I am not denying change, but suggesting that there is a lot of hype involving political agendas that try to use this as a platform. I am certainly not in a panic, since I think that the earth will long survive us peeples. I fully expect a big event that will reduce our meddling, but that isn't what this site and forum is about LOL.

Keep the kids working on solutions. You are completely correct that the problem is us trying to keep our perception of "civilization".

rafe
03-29-2014, 15:54
Here's an easy way to think about the CO2 issue.
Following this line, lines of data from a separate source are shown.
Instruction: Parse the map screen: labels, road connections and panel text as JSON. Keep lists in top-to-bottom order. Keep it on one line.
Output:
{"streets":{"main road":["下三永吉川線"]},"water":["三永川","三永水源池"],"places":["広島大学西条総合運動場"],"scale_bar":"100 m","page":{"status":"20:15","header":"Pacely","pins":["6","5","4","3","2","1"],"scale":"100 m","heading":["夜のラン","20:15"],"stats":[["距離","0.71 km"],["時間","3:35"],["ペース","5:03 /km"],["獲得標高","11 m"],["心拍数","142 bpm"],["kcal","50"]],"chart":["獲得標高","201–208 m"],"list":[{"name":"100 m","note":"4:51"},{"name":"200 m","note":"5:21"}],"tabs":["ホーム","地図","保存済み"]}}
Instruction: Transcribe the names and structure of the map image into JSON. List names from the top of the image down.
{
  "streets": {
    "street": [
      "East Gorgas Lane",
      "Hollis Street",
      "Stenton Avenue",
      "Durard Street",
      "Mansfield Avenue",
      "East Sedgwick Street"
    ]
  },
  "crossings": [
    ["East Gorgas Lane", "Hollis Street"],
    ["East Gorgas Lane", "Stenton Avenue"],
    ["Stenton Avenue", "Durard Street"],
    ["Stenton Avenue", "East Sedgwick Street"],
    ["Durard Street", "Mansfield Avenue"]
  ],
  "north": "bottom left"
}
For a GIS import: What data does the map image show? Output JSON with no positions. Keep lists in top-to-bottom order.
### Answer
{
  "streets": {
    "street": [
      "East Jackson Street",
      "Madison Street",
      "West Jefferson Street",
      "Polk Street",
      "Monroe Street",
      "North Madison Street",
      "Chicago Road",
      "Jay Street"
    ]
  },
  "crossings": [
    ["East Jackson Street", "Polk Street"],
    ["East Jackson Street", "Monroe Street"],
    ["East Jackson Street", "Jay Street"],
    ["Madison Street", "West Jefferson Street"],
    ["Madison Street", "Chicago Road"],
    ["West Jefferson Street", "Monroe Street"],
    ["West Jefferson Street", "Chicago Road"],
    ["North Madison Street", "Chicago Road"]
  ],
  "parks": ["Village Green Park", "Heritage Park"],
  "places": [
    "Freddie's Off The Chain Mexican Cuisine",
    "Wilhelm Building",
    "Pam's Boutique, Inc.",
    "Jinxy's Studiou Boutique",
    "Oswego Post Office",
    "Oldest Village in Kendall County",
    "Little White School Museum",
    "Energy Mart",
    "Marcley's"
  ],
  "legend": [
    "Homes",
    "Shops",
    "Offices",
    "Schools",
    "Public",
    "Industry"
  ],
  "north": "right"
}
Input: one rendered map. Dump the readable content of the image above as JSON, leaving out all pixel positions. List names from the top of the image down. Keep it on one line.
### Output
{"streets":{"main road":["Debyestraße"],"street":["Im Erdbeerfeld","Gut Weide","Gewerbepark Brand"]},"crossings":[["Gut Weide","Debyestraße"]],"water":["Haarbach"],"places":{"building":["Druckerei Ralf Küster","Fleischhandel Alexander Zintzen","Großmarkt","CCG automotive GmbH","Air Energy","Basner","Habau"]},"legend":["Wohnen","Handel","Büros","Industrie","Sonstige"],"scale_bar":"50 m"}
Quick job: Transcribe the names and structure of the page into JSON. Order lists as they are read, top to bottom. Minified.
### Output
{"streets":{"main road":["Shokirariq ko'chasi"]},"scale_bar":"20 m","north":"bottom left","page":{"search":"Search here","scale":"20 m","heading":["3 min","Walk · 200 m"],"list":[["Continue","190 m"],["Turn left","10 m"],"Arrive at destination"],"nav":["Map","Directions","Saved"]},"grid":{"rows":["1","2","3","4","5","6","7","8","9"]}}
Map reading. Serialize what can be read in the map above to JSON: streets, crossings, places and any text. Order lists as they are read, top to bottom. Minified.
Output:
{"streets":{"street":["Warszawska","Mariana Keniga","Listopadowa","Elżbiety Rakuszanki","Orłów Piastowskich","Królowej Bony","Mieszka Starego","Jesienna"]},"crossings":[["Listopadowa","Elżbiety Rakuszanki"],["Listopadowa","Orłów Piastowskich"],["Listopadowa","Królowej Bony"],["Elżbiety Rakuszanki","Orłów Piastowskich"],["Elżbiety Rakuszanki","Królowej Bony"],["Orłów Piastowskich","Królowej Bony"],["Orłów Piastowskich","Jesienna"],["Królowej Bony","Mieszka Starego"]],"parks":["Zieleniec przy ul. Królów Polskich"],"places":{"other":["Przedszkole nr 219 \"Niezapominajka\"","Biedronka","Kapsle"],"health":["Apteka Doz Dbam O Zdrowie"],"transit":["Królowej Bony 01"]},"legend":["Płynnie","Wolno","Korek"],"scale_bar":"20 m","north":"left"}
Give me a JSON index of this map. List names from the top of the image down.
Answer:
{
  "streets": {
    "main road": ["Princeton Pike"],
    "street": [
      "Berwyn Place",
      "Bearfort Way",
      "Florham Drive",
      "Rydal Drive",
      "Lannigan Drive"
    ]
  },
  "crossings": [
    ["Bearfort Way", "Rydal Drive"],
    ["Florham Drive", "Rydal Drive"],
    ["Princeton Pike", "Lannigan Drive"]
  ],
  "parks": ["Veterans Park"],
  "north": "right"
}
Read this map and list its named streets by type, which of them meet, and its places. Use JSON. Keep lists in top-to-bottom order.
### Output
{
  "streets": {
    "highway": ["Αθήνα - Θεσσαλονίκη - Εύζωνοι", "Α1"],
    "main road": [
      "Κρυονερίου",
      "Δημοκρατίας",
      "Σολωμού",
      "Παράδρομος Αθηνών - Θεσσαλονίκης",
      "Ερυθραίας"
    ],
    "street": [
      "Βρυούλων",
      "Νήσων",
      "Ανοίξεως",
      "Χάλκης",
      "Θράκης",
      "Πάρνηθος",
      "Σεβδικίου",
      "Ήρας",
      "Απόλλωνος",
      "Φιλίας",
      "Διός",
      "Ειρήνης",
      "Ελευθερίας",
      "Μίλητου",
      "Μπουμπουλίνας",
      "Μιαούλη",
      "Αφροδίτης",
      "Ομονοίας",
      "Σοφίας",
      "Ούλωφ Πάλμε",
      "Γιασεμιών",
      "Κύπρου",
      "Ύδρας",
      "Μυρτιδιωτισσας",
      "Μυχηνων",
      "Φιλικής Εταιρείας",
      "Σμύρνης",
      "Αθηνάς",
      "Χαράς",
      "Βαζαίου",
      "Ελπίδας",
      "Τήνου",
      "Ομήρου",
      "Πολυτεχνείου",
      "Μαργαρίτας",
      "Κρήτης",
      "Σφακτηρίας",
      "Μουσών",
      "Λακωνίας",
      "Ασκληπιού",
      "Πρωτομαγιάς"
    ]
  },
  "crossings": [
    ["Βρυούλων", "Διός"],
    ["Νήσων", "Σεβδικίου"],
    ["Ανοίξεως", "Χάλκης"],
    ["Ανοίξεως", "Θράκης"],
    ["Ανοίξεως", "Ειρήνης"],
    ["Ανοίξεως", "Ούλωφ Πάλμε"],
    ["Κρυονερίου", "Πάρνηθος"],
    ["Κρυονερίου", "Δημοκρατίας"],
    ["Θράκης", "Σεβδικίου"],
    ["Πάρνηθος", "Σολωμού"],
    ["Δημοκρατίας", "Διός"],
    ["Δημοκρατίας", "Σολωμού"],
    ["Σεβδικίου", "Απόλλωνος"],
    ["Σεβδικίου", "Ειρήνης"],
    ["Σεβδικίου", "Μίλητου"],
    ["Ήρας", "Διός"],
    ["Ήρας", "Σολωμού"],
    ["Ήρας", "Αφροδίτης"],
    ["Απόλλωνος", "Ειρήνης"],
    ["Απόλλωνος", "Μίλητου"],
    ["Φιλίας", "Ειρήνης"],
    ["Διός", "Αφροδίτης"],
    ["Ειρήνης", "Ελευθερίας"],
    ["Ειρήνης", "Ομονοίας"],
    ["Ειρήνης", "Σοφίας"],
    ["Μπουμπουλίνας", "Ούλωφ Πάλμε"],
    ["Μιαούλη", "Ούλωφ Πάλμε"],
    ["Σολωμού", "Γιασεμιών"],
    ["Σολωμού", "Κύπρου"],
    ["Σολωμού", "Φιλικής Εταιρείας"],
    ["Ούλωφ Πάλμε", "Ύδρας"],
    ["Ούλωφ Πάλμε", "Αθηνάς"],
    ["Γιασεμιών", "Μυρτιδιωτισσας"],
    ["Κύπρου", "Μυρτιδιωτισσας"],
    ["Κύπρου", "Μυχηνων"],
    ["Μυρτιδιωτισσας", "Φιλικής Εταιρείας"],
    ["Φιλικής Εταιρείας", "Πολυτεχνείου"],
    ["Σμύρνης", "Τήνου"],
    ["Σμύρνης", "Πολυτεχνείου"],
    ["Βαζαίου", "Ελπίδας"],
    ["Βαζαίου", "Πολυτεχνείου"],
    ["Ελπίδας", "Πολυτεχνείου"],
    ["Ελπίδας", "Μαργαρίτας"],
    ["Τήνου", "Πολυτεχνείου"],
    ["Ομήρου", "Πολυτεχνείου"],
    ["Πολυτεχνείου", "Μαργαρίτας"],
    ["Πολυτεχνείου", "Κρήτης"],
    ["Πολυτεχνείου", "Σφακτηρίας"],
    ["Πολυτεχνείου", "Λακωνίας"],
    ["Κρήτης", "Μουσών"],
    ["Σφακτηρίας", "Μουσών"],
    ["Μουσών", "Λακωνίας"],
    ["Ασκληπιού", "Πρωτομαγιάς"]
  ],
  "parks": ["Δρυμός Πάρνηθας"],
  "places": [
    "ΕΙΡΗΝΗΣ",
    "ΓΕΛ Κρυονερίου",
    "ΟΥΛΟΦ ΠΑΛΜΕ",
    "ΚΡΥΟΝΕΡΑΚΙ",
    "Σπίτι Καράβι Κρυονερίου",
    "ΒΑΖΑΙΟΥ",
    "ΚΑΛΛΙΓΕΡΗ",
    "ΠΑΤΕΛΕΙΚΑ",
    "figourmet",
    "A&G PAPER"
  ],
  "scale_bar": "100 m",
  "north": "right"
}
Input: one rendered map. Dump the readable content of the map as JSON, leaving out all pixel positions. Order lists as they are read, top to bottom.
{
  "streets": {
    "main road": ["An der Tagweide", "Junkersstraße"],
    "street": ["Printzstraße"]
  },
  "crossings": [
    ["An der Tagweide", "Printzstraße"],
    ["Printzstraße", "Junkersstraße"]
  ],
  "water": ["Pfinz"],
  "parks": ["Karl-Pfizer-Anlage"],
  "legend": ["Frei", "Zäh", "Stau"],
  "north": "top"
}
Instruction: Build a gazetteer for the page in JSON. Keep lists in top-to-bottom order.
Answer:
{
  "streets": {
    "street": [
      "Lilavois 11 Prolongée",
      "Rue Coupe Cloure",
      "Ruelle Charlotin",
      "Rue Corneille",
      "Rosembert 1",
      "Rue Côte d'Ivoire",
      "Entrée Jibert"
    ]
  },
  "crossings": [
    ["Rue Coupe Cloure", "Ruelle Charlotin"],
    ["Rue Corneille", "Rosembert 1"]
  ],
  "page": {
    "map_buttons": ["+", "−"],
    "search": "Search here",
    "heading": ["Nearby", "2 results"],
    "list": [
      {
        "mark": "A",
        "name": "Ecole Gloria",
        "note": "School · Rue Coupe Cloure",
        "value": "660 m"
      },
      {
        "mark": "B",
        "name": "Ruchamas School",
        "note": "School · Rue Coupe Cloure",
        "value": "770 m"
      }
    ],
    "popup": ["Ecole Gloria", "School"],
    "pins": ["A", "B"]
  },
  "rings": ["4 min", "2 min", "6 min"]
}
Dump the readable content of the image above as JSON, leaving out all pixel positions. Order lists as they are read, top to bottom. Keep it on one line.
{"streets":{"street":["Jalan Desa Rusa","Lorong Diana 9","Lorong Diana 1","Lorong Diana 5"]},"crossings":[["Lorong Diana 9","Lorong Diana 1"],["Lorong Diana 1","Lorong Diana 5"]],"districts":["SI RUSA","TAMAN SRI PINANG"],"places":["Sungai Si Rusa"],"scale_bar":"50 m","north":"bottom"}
It took nature tens or hundreds of millions of years to soak up the CO2 that was absorbed by the fossil fuels that we humans are burning. The current rate of release of CO2 is at least 1,000,000 times faster than the rate at which it was absorbed from the atmosphere. This is not sustainable. The correlation between CO2 concentration and atmospheric temperature is not subject to debate. It is well-established fact.

Yes, the earth has seen many violent changes in its long history. Humans have only been part of that history for (let's say) 50,000 or 100,000 years -- out of a 4,500,000,000 (4.5 billion) year history. And "modern" humans, well, much less than that.

And in the newest twist we have fracking, wherein we put our water supplies at risk for the sake of cheap gas to burn. I do fear for future generations.

Feral Bill
03-29-2014, 16:05
How is it that we are having a civilized discussion of a hot button issue? That's just odd. :)

myakka_
03-29-2014, 16:10
Not sure, but that is the only reason I joined in. I actually clicked "mark posts read" multiple times before I ever opened this thread because I expected the typical chest thumping.

akrewson
07-14-2014, 02:14
NOAA forecast of 2014 US temperature anomalies: http://www.cpc.ncep.noaa.gov/products/predictions/long_range/poe_index.php?lead=1&var=t

26559
(http://www.cpc.ncep.noaa.gov/products/predictions/long_range/poe_index.php?lead=1&var=t)
Maybe we'll hear from the PCT and CDT hikers later this season. AT will miss the worst of it.

Bumping this to make it fresh - interesting to see earlier predictions.